La série noire n'entame pas le moral du pilote BMW.

"Il a connu un petit baptême du feu, j'imagine." Tels étaient les mots de Roger Griffiths, directeur de l'écurie BMW i Andretti Motorsport, lorsque nous lui avons demandé d'évaluer les débuts en Formule E de son pilote Alexander Sims, et comment ne pas lui donner raison ?

Sims avait joué la victoire à l'E-Prix de Marrakech pour sa deuxième course seulement, n'en étant privé que par un accrochage avec son coéquipier António Félix da Costa.
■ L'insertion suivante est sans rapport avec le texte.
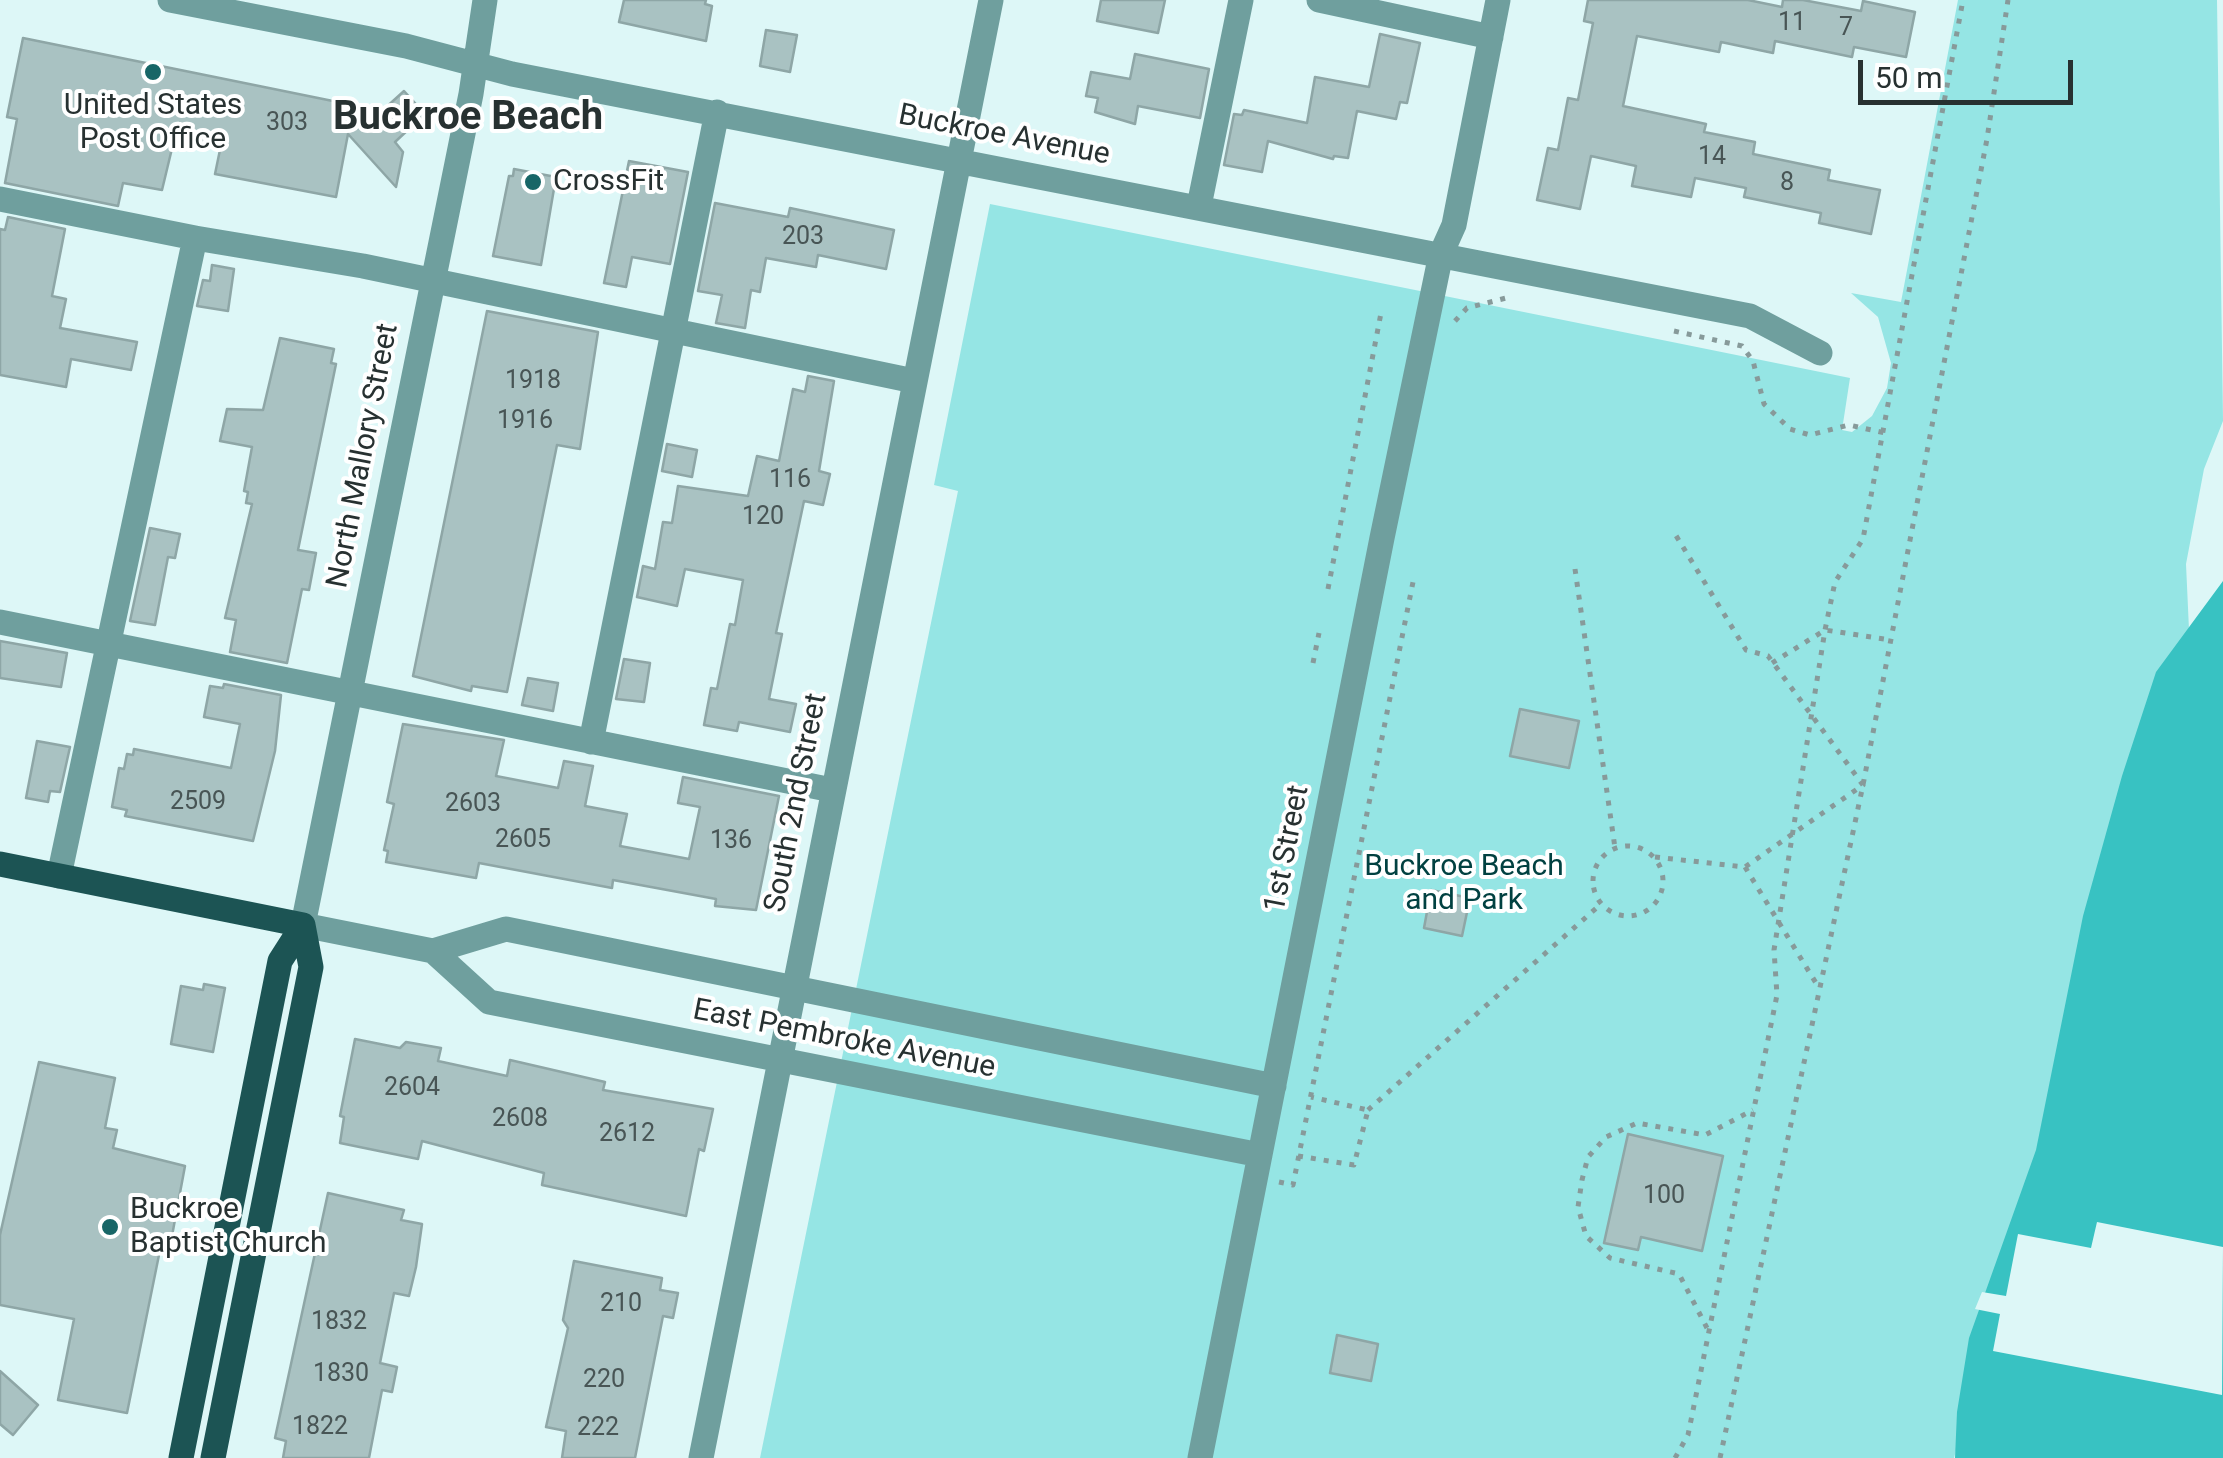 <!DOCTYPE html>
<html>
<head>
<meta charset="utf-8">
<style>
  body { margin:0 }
  #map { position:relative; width:2223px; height:1458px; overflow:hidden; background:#ddf7f7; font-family:Roboto,sans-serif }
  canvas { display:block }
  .scale { position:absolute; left:1858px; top:60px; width:215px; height:45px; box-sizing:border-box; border:5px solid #273131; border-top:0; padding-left:12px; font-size:30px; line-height:35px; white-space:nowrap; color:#273131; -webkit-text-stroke:8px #fff; paint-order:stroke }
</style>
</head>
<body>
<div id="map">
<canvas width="2223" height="1458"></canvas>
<div class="scale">50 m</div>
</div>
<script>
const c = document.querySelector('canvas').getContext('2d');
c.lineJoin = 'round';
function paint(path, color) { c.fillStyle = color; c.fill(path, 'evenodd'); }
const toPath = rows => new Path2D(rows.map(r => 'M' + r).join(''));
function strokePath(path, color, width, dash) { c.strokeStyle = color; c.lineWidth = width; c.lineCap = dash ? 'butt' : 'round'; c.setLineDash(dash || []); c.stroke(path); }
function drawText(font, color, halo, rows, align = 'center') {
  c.font = font + ' Roboto,sans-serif'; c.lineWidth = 8; c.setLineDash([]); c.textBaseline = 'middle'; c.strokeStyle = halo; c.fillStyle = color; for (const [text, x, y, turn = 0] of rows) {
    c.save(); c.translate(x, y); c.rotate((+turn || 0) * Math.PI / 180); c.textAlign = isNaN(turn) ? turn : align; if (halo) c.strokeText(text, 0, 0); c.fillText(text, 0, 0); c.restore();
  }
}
paint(toPath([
  [1958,0,2217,0,2223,421,2204,469,2186,564,2223,1375,1975,1377,1954,1458,760,1458,958,491,934,485,990,204,1850,378,1842,430,1852,432,1872,416,1887,388,1891,363,1878,317,1851,293,1901,302]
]), '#95e5e4');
paint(toPath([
  [2223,581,2223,1458,1955,1458,1957,1412,1969,1338,2036,1150,2083,916,2122,776,2156,672]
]), '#38c2c2');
paint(toPath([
  [2097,1222,2223,1247,2222,1395,1993,1351,2000,1314,1975,1309,1982,1292,2006,1296,2018,1234,2091,1248]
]), '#ddf7f7');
const building = toPath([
  [624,0,706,0,705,4,712,6,706,41,619,22,624,0],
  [1101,0,1165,0,1158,33,1097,21,1101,0],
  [1588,0,1748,0,1782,7,1783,0,1803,0,1861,11,1863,1,1915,12,1906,57,1854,47,1852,57,1775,41,1773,53,1721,42,1719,52,1637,36,1623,106,1706,124,1704,132,1755,142,1753,154,1830,170,1828,180,1880,190,1871,234,1819,223,1821,213,1744,197,1746,188,1721,183,1695,178,1691,197,1632,186,1636,166,1591,156,1580,209,1537,200,1548,148,1558,150,1568,98,1578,100,1593,23,1584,21,1588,0],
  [766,30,797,35,790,72,760,66,766,30],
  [1380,34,1420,43,1407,103,1400,102,1396,119,1357,111,1348,158,1334,156,1333,159,1268,141,1262,172,1224,165,1234,114,1242,115,1244,110,1307,123,1315,77,1369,87,1380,34],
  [23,38,382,111,404,91,425,114,395,142,403,152,396,187,348,134,336,197,215,174,221,145,175,136,162,190,123,183,118,206,5,183,17,119,7,117,23,38],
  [1135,54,1209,69,1200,118,1138,106,1135,124,1095,112,1098,98,1086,96,1091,72,1130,79,1135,54],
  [629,161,688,172,670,264,632,257,626,287,604,283,629,161],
  [514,169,556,177,541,265,493,256,509,176,513,176,514,169],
  [715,203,788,217,790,208,894,230,886,269,818,255,816,267,766,258,760,292,751,290,745,328,716,323,722,295,698,291,715,203],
  [8,217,65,229,52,296,66,299,60,328,137,342,131,370,71,359,66,387,0,375,0,229,5,230,8,217],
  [212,265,234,269,228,311,197,306,203,280,210,281,212,265],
  [487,311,598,332,580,449,557,445,507,692,472,686,471,691,413,676,487,311],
  [280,338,334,349,331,363,336,364,298,550,316,553,309,590,302,589,287,663,230,652,236,620,225,618,252,504,246,503,248,492,244,491,252,447,220,441,227,409,263,410,280,338],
  [808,376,834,381,819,471,830,474,823,505,804,501,776,633,782,634,769,699,796,704,790,732,739,722,737,731,704,725,711,688,717,689,730,624,735,625,743,580,685,569,677,606,637,597,643,566,655,569,663,522,672,523,678,486,748,496,757,456,779,461,793,389,805,392,808,376],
  [667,444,697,450,692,477,662,471,667,444],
  [150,528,180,534,175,558,168,557,155,625,130,621,150,528],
  [0,641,67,653,61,687,0,678,0,641],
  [624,659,650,663,644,702,616,699,624,659],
  [528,678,558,683,553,711,522,705,528,678],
  [224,684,281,695,275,751,253,841,125,816,127,810,112,807,119,768,124,769,127,754,133,755,134,749,231,768,240,724,204,717,210,686,223,688,224,684],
  [1520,709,1579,721,1569,768,1510,756,1520,709],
  [403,724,504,740,496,776,558,788,564,761,593,766,585,806,627,814,620,846,689,859,700,807,678,803,683,777,779,796,756,910,715,906,716,899,613,880,612,888,479,863,476,878,386,862,388,851,384,850,394,804,387,802,403,724],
  [37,741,70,747,60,792,50,791,48,802,26,798,37,741],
  [1431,890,1470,898,1462,936,1424,928,1431,890],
  [204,984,225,988,213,1052,171,1044,181,986,203,990,204,984],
  [355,1039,400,1048,406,1042,441,1048,438,1061,507,1076,510,1060,605,1082,603,1090,713,1109,704,1151,699,1149,686,1216,542,1185,544,1173,422,1141,418,1159,340,1143,344,1117,340,1116,355,1039],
  [39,1062,115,1078,105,1128,117,1130,113,1148,185,1166,169,1252,160,1250,127,1413,58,1400,74,1319,0,1305,0,1235,39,1062],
  [1628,1134,1723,1156,1702,1251,1641,1237,1638,1250,1604,1243,1628,1134],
  [328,1193,404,1210,401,1220,422,1224,416,1267,409,1296,394,1293,380,1363,397,1367,392,1392,382,1390,369,1458,283,1458,286,1441,275,1438,328,1193],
  [574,1261,662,1278,660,1290,678,1293,673,1318,663,1316,635,1458,562,1458,566,1431,546,1427,568,1328,563,1320,574,1261],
  [1337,1335,1378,1344,1371,1381,1330,1373,1337,1335],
  [0,1371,38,1405,13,1435,0,1424,0,1371]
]);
paint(building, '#a9c2c2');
strokePath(building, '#8ea6a6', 2.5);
strokePath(toPath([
  [1455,321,1467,308,1506,298],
  [1674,331,1742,346,1753,361,1764,404,1790,429,1810,435,1849,425,1885,433],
  [1575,569,1615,848],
  [1328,589,1381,313],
  [1313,663,1319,633],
  [1772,663,1825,630,1891,640],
  '1593 881a35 35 0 1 1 70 0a35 35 0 1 1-70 0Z',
  [1655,857,1745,867,1863,785,1768,656,1746,650,1675,534],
  [1745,867,1819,988],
  [1368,1110,1601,904],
  [1298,1156,1354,1165,1368,1110,1311,1097],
  [1279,1182,1293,1185,1413,582],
  [1707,1328,1679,1274,1610,1258,1586,1236,1578,1207,1582,1180,1588,1157,1606,1137,1637,1123,1705,1135,1753,1110],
  [1675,1458,1688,1435,1777,995,1774,950,1825,630,1835,582,1863,539,1963,0],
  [1720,1458,1863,785,1987,139,2008,0]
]), '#879a9a', 5, [5, 8]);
strokePath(toPath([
  [170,0,406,46,512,74,1750,316,1820,353],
  [485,0,471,94,303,925,433,951,506,929,1274,1086],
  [1319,0,1491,37],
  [0,199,195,238,363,266,914,381],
  [1199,206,1241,0],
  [0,622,832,790],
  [591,742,717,112],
  [59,876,195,238],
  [433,951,489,1002,1260,1155],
  [701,1458,991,0],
  [1200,1458,1382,538,1441,254,1454,225,1498,0]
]), '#6f9f9e', 25);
strokePath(toPath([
  [0,864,303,925],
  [181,1458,280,961,303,925],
  [213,1458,311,967,303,925]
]), '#1c5454', 25);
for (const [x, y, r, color] of [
  [153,72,10,"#186667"],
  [533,182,10,"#186667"],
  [110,1227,10,"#186667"]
]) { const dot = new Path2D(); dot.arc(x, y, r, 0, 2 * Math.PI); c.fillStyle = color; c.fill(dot); strokePath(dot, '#fff', 4); }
drawText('25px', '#485555', null, [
  ["11",1792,24],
  ["7",1846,29],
  ["303",287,124],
  ["14",1712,158],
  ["8",1787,184],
  ["203",803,238],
  ["1918",533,382],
  ["1916",525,422],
  ["116",790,481],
  ["120",763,518],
  ["2509",198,803],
  ["2603",473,805],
  ["2605",523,841],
  ["136",731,842],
  ["2604",412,1089],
  ["2608",520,1120],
  ["2612",627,1135],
  ["100",1664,1197],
  ["210",621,1305],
  ["1832",339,1323],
  ["1830",341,1375],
  ["220",604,1381],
  ["1822",320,1428],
  ["222",598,1429]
]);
drawText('30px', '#273131', '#fff', [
  ["United States",153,106,"center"],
  ["Post Office",153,140,"center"],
  ["CrossFit",553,182],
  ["Buckroe",130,1210],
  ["Baptist Church",130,1244]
], 'left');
drawText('30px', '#273131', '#fff', [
  ["Buckroe Avenue",1004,136,11],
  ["North Mallory Street",364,456,-79],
  ["South 2nd Street",797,803,-79],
  ["1st Street",1288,849,-79],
  ["East Pembroke Avenue",844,1040,11]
]);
drawText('30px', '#014141', '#fff', [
  ["Buckroe Beach",1464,867],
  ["and Park",1464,901]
]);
drawText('bold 40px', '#273131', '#fff', [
  ["Buckroe Beach",468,119]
]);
</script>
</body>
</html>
Depuis, rien ne va plus : une pénalité pour un contact avec Edoardo Mortara l'a écarté du podium à Santiago ; le Britannique a été harponné par la Jaguar en perdition de Nelson Piquet Jr à Mexico, puis a heurté le mur à Hong Kong, a été quelque peu tassé dans la barrière par André Lotterer à Sanya et est à nouveau parti à la faute à Rome. Voilà un sacré palmarès pour celui qui nous expliquait à Marrakech vouloir éviter les accidents !

Le week-end dernier, rebelote : après un accident en EL2, Sims s'est fait harponner par Oliver Rowland à l'E-Prix de Paris. "La pluie a rendu les choses très délicates et difficiles", relate pour InsideEVs celui qui a enregistré trois abandons lors des quatre dernières courses. "Je m'efforçais de faire une course propre et de passer sous le drapeau à damier, ça fait un moment que ça ne m'est pas arrivé. Puis, encore une fois, quelque chose hors de mon contrôle s'est produit : je me suis fait percuter au virage 3. Je ne pouvais pas y faire grand-chose. Oliver est venu me présenter ses excuses, je suis sûr qu'il ne l'a pas fait exprès."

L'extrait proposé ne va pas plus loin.